The Company defines Adjusted EBITDA as Total income (or total revenue) less (a) finance income, (b) raw materials and consumables used, (c) employee benefits expense, (d) other expenses, plus (e) share based payment expense and others related to listing. The Company has used this definition for the purpose of disclosing preliminary results. The Company believes Adjusted EBITDA is useful to investors in assessing its ongoing financial performance and provides improved comparability on a like to like basis between periods through the exclusion of certain items that management believes are not indicative of the Companys operational profitability and that may obscure underlying business results and trends. However, this measure should not be considered in isolation or viewed as a substitute for net income or other measures of performance determined in accordance with IFRS. Moreover, Adjusted EBITDA as used herein is not necessarily comparable to other similarly titled measures of other companies due to potential inconsistencies in the methods of calculation.

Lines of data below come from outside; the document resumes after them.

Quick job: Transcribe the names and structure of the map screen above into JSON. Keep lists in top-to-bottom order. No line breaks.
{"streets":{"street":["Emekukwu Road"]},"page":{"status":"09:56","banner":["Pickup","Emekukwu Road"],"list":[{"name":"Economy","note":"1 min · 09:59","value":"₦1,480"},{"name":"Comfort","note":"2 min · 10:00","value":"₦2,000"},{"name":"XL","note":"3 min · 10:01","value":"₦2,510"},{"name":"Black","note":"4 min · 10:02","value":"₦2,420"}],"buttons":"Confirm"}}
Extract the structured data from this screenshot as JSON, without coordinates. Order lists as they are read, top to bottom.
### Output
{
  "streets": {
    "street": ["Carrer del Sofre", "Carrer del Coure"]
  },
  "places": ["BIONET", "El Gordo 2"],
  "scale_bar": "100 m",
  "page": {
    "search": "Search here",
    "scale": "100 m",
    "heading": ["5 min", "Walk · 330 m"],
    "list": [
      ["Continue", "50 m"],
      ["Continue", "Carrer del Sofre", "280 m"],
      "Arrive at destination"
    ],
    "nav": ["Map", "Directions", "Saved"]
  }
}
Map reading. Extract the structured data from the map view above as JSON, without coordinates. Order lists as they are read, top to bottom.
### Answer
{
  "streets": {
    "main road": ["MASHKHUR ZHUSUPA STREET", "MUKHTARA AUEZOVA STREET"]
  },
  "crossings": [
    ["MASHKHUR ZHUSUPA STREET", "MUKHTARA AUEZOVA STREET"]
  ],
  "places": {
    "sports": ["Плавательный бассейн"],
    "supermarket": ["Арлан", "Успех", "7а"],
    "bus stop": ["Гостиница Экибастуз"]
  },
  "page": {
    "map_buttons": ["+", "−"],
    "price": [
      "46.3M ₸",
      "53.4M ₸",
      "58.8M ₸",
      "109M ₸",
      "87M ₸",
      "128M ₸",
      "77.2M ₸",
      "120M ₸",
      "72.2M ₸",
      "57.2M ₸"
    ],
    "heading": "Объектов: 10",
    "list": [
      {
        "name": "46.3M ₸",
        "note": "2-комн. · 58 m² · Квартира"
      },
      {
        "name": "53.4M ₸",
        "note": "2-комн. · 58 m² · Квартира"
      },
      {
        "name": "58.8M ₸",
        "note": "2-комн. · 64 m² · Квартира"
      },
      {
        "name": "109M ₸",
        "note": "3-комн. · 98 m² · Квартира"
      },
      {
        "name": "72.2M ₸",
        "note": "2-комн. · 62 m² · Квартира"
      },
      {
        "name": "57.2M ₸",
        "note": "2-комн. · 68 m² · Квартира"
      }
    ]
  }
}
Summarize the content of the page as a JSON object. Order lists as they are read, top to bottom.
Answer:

The Companys management believes this measure is useful to compare general operating performance from period to period and to make certain related management decisions. Adjusted EBITDA is also used by securities analysts, lenders and others in their evaluation of different companies because it excludes certain items that can vary widely across different industries or among companies within the same industry. For example, interest expense can be highly dependent on the Companys capital structure, debt levels and credit ratings. Therefore, the impact of interest expense on earnings can vary significantly among companies. In addition, the tax positions of companies can vary because of their differing abilities to take advantage of tax benefits and because of the tax policies of the various jurisdictions in which they operate. As a result, effective tax rates and tax expense can vary considerably among companies.
Adjusted EBITDA has limitations as an analytical tool, and you should not consider it in isolation or as a substitute for analysis of the Companys results as reported under IFRS. Some of these limitations include:
| it does not reflect cash expenditures or future requirements for capital expenditures or contractual commitments or foreign exchange gain/loss; |
| it does not reflect changes in, or cash requirements for, working capital; |
| it does not reflect significant interest expense or the cash requirements necessary to service interest or principal payments on outstanding debt; |
| it does not reflect payments made or future requirements for income taxes; and |
| although depreciation, amortization and impairment are non-cash charges, the assets being depreciated and amortized will often have to be replaced or paid in the future and Adjusted EBITDA does not reflect cash requirements for such replacements or payments. |
Investors are encouraged to evaluate each adjustment and the reasons the Company considers appropriate for supplemental analysis.
Cash Flow to equity (CFe)
CFe is a non-IFRS financial measure. The Company presents CFe as a supplemental measure of its performance. This measurement is not recognized in accordance with IFRS and should not be viewed as an alternative to IFRS measures of performance. The presentation of CFe should not be construed as an inference that the Companys future results will be unaffected by unusual or non-recurring items.
The Company defines CFe as adjusted EBITDA add non-cash expense, less interest expense paid, tax paid/(refund) and normalized loan repayments. Normalized loan repayments are repayment of scheduled payments as per the loan agreement. Adhoc payments and refinancing are not included in normalized loan repayments. The definition also excludes changes in net working capital and investing activities.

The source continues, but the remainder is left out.